▶ _TASK DIRECTIONS_
Copy every line from the data below in which the string "rows" can be found.

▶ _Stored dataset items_
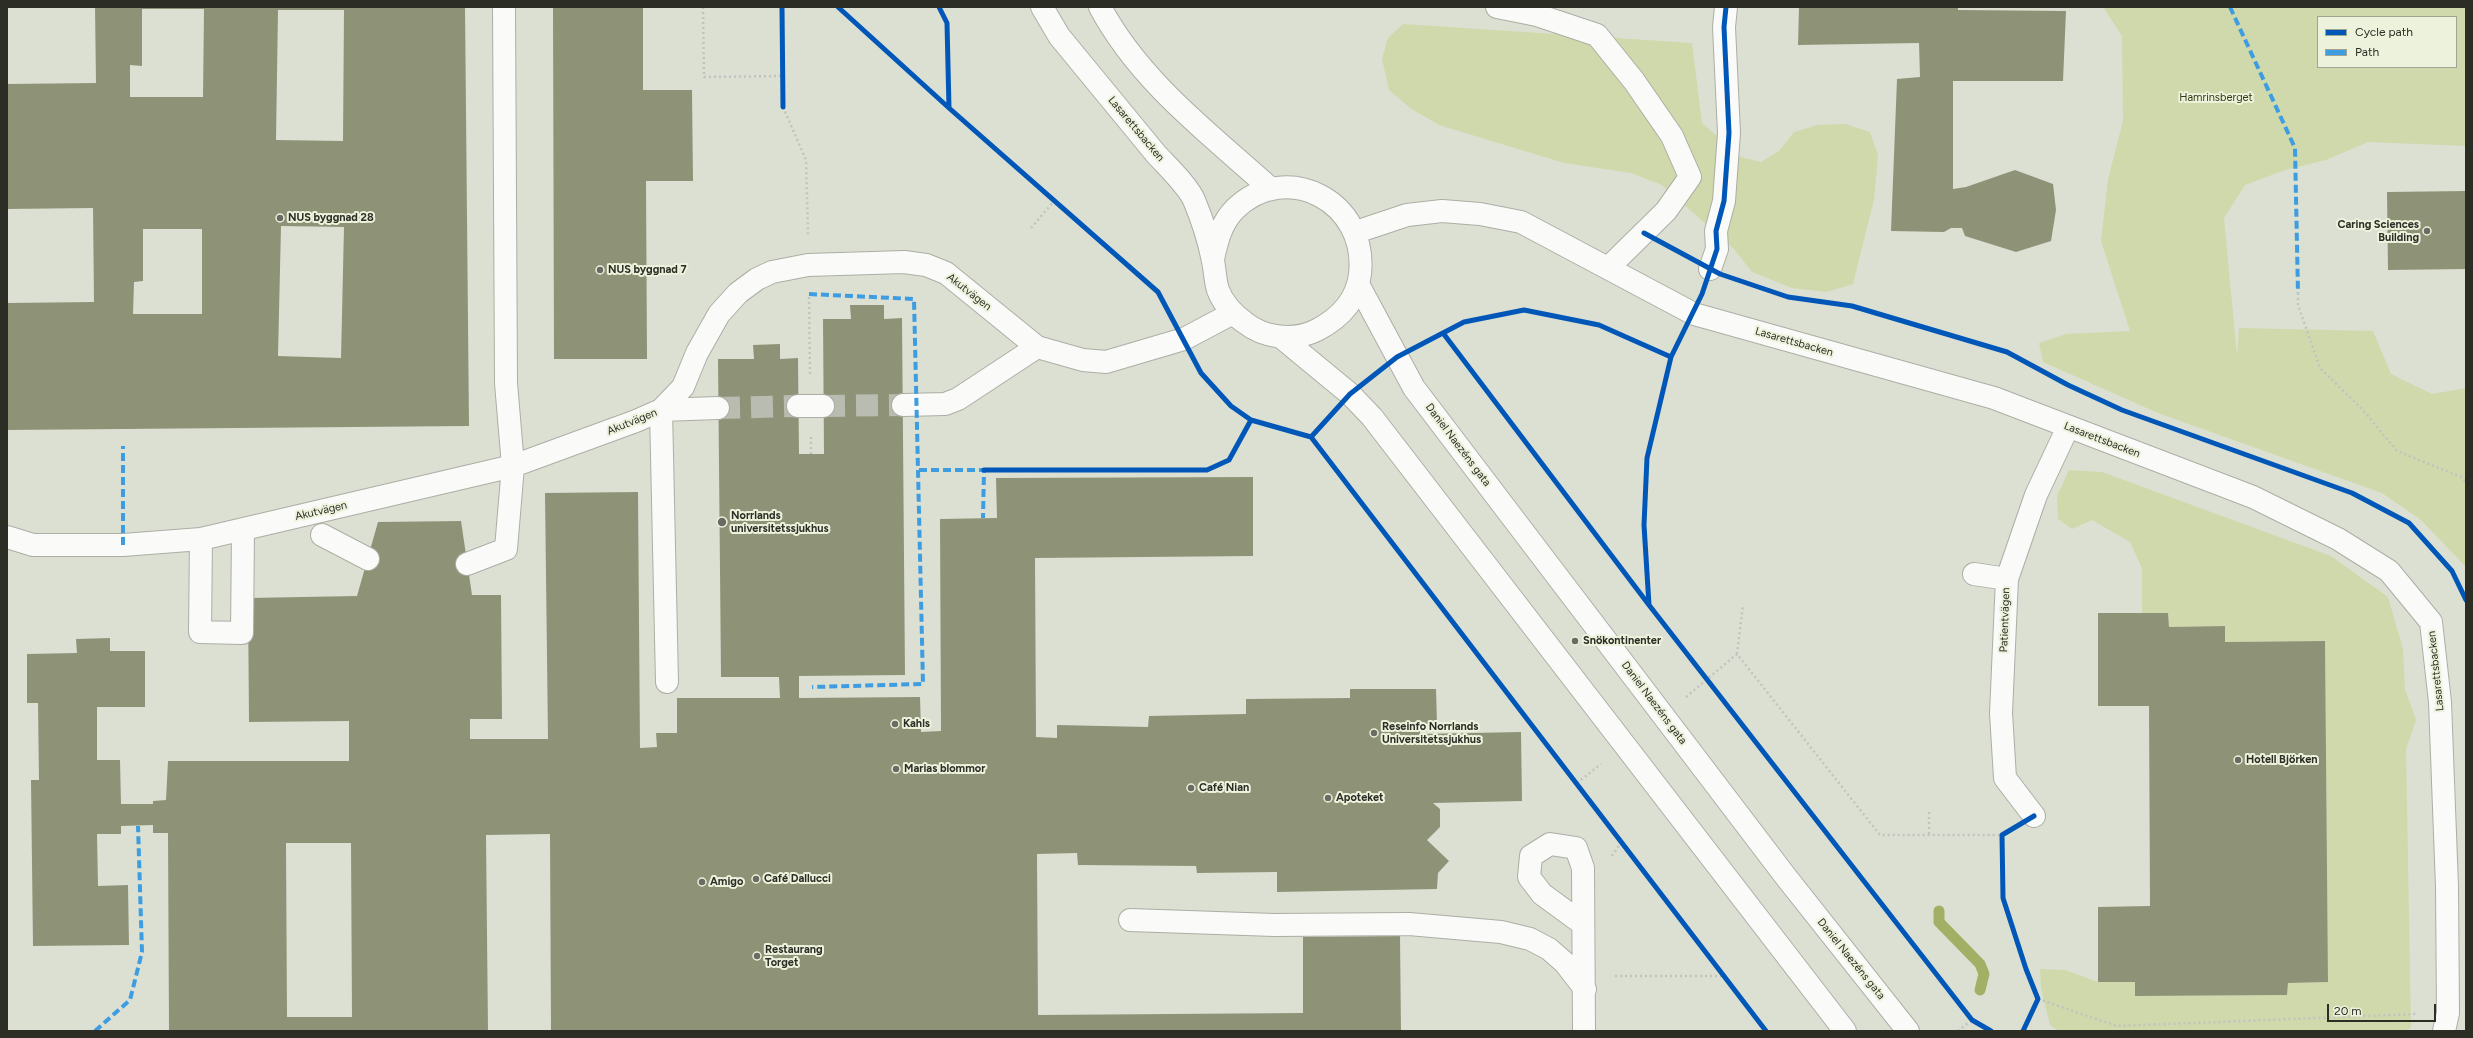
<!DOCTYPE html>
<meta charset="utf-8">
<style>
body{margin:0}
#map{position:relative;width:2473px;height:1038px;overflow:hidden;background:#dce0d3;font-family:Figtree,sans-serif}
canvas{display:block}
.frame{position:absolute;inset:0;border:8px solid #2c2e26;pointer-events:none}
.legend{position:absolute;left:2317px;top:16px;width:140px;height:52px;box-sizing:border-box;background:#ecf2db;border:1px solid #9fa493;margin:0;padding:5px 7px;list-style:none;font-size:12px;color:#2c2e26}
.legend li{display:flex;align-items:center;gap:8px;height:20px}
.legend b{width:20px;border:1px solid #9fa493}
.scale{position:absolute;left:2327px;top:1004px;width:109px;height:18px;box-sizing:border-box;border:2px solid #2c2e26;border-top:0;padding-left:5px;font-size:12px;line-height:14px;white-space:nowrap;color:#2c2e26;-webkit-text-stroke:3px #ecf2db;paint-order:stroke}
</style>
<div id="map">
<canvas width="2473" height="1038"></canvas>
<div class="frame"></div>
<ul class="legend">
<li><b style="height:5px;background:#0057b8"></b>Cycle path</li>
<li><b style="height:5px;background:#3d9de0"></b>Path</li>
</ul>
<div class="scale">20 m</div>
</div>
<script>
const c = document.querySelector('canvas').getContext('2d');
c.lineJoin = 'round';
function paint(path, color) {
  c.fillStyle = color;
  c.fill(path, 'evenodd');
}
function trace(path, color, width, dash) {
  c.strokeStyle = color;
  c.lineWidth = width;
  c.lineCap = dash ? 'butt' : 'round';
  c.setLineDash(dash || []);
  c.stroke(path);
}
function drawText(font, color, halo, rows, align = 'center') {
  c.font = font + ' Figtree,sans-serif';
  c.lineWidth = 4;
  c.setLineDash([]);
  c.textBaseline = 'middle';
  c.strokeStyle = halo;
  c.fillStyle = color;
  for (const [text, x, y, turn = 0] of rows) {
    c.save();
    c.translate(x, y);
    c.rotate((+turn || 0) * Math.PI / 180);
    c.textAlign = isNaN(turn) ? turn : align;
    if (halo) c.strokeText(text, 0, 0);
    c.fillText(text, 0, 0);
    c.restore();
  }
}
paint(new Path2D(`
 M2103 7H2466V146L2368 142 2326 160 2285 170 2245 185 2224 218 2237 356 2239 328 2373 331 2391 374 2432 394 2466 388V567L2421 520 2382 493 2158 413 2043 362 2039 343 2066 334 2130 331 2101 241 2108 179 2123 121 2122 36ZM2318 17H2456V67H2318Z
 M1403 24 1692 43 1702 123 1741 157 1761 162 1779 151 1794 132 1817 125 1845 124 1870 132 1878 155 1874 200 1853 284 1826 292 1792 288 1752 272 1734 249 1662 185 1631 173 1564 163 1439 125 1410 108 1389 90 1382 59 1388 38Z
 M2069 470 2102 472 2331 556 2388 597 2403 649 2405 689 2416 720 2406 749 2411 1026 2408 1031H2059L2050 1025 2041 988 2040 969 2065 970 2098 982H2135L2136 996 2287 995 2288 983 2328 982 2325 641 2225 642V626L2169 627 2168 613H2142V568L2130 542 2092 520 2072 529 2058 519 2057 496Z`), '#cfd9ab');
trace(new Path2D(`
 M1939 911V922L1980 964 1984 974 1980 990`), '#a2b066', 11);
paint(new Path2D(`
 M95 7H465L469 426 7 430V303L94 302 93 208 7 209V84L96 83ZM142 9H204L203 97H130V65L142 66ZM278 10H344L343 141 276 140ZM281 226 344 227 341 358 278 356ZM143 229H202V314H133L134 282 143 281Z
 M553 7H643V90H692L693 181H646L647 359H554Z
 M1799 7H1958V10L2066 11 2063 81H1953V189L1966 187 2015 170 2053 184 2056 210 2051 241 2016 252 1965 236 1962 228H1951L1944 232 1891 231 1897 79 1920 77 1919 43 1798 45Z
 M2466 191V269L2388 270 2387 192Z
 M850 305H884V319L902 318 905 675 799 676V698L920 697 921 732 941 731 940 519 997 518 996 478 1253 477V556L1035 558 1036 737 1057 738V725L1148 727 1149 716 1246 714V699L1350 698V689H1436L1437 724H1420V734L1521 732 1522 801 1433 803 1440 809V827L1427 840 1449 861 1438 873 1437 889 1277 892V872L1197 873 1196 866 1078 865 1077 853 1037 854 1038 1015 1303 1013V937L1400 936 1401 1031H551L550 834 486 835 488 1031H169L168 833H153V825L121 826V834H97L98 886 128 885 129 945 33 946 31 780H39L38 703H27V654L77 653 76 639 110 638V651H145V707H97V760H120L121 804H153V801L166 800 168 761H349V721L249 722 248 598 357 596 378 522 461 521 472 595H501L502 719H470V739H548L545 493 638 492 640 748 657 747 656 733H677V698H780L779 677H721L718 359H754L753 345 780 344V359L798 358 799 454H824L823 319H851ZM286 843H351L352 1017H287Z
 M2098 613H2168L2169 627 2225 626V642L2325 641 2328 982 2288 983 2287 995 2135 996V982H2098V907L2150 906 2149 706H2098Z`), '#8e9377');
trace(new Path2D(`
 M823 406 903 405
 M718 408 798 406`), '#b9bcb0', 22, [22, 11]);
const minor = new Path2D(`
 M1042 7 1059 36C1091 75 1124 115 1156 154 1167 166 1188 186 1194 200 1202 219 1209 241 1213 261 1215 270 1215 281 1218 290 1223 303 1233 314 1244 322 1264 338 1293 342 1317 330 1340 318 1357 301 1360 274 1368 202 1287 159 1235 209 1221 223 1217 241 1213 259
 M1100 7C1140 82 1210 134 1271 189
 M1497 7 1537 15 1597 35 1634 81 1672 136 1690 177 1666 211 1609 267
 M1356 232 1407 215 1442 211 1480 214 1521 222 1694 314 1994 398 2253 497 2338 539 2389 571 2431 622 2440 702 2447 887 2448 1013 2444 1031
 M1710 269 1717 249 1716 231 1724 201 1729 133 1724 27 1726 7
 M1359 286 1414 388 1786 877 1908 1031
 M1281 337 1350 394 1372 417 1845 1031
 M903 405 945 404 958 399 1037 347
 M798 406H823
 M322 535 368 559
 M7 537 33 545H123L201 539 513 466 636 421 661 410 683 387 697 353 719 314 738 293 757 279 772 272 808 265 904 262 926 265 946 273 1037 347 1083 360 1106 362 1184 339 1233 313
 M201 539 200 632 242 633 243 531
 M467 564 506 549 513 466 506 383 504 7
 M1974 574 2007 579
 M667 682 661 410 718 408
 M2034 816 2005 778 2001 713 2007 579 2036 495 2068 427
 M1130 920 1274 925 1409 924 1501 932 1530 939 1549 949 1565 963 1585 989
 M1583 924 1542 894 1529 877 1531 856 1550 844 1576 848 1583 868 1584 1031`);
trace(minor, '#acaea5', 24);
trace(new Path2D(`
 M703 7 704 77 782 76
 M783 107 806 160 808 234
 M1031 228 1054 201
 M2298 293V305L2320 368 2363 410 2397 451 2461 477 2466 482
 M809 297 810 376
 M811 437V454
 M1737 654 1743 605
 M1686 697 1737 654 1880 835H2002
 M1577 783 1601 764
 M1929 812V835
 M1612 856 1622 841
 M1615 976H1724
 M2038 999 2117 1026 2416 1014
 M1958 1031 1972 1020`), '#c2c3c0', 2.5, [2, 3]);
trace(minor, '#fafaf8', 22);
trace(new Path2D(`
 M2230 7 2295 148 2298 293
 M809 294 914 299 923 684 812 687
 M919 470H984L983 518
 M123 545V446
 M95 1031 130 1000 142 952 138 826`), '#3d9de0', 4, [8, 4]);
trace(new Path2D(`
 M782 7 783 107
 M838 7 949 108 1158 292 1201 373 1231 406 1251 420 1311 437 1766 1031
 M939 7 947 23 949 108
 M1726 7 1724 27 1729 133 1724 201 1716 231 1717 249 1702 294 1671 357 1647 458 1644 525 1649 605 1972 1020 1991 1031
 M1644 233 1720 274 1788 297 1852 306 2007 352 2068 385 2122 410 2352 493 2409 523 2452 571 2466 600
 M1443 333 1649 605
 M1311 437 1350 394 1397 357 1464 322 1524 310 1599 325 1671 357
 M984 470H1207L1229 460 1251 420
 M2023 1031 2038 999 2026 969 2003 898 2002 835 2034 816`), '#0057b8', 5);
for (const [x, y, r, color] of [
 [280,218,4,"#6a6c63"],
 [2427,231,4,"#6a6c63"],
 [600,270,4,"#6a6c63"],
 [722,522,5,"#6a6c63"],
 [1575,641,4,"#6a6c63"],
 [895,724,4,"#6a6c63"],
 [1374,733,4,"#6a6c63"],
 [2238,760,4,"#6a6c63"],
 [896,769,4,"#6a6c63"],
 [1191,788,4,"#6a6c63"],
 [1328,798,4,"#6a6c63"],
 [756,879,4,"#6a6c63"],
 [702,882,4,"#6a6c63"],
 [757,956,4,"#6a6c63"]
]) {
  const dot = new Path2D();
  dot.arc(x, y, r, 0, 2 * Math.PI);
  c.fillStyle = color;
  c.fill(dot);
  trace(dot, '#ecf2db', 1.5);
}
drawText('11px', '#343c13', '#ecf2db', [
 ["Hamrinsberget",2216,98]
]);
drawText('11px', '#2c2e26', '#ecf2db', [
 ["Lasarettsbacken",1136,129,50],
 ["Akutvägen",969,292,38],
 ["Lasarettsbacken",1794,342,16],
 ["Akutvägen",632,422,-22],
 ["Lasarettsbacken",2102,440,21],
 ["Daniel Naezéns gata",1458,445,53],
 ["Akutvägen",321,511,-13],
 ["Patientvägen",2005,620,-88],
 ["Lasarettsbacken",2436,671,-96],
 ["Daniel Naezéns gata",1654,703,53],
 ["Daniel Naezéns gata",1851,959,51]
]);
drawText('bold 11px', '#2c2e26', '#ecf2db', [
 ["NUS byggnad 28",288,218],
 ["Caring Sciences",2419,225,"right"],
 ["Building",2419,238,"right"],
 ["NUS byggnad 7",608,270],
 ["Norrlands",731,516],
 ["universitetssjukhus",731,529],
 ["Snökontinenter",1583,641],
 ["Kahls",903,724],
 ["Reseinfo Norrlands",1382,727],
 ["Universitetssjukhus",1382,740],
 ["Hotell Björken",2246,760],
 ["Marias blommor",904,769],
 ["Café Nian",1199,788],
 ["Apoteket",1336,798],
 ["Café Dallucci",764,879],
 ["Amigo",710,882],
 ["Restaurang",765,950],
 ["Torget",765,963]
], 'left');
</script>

▶ _RESULT OF THIS TASK_
function drawText(font, color, halo, rows, align = 'center') {
  for (const [text, x, y, turn = 0] of rows) {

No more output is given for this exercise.